>>>
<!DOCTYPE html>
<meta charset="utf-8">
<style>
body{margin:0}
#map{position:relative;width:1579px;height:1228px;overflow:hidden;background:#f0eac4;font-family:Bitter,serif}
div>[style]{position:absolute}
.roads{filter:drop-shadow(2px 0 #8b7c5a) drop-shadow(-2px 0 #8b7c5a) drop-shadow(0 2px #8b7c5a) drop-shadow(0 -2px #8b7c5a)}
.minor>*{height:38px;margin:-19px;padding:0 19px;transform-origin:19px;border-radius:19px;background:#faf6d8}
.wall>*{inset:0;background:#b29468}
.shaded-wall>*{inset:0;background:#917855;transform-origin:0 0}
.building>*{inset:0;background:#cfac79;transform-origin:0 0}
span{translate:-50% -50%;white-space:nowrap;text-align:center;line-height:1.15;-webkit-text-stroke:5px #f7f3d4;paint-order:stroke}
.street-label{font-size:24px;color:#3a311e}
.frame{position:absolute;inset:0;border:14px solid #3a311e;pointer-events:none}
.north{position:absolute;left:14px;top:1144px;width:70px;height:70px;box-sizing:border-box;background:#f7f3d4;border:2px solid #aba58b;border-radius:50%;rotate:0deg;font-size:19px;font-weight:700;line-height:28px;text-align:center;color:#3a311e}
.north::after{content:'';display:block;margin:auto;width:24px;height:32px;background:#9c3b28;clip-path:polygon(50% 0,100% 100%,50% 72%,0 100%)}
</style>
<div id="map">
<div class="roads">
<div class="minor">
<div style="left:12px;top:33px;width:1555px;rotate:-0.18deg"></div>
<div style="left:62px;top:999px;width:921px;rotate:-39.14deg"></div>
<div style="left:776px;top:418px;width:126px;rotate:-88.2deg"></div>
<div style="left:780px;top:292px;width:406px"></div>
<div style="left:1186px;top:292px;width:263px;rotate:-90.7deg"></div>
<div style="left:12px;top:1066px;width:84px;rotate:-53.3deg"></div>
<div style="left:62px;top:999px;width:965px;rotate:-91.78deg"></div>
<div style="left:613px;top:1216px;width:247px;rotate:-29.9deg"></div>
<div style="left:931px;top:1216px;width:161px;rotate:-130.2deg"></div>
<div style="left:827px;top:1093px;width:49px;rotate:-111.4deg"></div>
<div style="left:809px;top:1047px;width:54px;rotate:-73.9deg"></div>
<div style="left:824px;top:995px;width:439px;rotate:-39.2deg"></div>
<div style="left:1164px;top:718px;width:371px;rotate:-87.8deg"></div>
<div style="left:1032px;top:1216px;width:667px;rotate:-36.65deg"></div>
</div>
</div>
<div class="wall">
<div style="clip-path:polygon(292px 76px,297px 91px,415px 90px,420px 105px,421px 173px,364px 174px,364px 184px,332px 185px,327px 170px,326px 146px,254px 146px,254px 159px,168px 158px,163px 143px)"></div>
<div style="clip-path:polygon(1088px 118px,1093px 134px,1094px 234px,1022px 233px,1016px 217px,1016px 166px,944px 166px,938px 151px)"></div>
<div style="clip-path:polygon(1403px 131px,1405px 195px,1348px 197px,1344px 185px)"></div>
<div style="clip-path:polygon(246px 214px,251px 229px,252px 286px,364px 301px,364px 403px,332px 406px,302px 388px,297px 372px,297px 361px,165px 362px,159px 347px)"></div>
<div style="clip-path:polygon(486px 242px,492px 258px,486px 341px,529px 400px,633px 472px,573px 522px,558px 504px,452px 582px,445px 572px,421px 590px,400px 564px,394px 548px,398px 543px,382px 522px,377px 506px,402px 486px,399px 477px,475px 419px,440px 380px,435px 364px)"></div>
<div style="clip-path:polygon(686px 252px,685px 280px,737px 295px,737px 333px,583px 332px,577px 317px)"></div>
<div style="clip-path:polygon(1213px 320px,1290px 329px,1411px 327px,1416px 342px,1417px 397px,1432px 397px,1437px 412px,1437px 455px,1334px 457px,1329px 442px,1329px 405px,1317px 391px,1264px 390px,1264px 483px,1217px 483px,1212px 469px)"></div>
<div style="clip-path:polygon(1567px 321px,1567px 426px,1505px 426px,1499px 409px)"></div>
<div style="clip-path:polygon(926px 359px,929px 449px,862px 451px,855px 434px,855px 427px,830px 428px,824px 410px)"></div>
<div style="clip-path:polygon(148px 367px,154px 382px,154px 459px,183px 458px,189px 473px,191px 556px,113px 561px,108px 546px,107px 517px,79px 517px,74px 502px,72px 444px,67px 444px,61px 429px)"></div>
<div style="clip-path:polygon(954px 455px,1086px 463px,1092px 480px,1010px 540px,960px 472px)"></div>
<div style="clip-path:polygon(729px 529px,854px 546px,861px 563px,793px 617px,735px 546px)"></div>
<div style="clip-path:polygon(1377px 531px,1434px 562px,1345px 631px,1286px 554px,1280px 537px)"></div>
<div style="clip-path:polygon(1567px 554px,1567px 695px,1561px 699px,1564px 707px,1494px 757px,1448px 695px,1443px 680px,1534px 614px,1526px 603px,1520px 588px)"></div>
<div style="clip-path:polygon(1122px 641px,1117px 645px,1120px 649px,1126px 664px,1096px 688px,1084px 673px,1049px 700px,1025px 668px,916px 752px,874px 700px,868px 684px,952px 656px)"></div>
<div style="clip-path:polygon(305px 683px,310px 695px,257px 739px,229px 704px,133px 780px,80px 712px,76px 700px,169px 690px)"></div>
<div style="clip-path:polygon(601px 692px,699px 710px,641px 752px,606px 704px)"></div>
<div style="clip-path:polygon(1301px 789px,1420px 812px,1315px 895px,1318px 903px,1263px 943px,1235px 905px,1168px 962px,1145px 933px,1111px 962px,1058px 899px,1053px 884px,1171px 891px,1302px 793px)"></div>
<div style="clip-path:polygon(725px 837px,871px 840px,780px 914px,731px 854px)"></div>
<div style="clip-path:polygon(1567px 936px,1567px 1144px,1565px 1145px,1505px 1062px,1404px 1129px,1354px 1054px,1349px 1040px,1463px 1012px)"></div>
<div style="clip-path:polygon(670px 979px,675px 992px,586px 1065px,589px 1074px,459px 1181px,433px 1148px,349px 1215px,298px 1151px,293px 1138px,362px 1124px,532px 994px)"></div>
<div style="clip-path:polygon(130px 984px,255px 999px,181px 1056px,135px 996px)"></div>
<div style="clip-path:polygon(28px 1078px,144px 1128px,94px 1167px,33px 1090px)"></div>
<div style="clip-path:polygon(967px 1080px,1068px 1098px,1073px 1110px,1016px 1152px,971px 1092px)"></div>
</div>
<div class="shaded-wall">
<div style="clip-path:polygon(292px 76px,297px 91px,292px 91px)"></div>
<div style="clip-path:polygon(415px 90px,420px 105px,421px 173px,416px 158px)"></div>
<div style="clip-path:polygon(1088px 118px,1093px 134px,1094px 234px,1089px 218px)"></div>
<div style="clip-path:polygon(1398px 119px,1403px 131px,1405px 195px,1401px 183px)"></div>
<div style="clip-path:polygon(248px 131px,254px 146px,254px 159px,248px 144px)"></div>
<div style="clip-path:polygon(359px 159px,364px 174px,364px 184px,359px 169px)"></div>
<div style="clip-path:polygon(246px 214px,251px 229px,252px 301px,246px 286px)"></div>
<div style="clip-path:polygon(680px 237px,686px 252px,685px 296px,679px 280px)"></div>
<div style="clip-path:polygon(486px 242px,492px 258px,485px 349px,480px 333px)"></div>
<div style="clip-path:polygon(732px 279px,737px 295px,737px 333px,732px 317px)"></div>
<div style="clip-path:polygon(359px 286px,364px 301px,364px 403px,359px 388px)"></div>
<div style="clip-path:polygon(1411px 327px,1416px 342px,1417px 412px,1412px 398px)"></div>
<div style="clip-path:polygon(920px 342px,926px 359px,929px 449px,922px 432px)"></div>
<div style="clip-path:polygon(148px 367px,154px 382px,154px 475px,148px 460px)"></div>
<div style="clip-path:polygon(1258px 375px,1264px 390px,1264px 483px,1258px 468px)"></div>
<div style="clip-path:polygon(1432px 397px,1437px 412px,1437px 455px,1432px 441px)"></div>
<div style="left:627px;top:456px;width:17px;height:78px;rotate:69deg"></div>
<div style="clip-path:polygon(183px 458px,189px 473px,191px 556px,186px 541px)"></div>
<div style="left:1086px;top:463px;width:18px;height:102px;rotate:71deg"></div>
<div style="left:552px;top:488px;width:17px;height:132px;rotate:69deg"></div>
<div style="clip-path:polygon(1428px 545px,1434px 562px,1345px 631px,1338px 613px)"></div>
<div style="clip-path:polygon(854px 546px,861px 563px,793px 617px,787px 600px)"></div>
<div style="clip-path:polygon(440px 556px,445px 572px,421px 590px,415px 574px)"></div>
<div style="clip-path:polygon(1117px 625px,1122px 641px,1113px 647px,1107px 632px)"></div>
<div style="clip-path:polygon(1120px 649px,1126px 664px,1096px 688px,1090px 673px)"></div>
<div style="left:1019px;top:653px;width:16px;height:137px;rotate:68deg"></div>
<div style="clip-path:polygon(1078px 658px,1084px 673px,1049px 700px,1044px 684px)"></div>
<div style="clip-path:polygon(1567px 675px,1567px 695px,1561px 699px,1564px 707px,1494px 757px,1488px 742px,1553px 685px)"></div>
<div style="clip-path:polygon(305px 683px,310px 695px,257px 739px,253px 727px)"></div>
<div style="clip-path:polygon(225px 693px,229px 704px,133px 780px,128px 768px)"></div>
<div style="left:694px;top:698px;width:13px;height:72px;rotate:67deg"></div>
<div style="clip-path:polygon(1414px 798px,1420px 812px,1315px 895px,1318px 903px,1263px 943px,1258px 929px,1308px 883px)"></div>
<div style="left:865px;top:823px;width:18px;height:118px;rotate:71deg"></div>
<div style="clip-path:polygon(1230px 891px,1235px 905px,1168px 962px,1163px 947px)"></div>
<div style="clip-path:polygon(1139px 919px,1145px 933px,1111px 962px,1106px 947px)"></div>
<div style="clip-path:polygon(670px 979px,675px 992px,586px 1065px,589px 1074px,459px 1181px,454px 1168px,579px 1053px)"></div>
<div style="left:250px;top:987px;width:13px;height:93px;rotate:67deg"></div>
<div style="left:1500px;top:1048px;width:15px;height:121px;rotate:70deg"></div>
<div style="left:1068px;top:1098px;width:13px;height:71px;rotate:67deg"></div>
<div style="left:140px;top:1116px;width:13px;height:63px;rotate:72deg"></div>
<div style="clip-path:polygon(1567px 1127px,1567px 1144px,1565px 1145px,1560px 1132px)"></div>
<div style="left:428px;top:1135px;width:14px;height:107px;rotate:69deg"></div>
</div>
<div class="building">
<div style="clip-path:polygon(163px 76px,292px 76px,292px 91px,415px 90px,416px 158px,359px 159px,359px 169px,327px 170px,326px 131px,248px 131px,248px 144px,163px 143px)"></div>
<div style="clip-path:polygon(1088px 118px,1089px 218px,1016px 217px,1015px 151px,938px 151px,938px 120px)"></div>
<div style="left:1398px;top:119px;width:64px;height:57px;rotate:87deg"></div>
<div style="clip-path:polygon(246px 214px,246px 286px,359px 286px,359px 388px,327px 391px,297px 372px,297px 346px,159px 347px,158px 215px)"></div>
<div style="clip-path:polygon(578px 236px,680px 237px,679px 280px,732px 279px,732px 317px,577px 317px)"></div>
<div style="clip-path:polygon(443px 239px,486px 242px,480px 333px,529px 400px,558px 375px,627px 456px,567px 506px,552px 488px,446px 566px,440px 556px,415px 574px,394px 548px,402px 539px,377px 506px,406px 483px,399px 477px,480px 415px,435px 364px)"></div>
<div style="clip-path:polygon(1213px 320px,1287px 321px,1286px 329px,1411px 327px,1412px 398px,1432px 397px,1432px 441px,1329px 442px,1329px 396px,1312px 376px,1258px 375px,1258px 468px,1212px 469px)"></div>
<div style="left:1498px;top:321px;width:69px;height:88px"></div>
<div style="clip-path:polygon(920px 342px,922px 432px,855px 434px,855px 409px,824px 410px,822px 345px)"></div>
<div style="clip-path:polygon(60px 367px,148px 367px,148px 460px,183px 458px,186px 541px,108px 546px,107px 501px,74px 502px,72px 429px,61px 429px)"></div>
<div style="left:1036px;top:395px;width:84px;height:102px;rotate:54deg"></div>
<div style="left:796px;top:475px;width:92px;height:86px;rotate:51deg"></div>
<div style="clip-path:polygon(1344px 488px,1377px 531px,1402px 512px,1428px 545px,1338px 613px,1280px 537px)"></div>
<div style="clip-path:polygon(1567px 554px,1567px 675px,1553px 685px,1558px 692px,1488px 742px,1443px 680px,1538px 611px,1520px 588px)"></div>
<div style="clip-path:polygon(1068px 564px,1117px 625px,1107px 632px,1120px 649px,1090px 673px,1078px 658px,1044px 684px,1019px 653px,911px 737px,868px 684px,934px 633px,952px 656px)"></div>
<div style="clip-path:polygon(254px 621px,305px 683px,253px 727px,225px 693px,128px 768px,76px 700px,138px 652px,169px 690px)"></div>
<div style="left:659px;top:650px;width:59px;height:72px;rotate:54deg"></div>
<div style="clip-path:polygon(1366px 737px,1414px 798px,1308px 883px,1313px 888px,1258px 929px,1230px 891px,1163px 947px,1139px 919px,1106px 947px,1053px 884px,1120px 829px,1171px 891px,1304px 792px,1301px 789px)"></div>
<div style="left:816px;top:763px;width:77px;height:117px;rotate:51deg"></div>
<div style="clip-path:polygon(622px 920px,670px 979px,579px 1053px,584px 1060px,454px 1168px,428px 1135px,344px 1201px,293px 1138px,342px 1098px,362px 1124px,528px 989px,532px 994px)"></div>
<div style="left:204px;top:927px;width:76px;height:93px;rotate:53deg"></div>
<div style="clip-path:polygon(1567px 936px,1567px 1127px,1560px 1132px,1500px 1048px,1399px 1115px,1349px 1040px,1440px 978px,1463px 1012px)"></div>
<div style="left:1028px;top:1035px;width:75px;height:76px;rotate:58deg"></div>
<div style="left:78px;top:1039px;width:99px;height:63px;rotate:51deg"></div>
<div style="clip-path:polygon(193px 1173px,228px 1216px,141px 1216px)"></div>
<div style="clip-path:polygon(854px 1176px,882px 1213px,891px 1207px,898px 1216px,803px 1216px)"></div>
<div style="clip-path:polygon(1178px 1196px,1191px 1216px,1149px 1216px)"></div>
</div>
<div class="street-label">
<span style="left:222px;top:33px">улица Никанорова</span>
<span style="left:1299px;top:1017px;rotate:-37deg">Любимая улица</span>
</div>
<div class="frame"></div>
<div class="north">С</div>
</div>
<<<
▸ **What to produce**: Among the entries above, find every line holding "shaded" and copy it.

▸ **Answer area**:
.shaded-wall>*{inset:0;background:#917855;transform-origin:0 0}
<div class="shaded-wall">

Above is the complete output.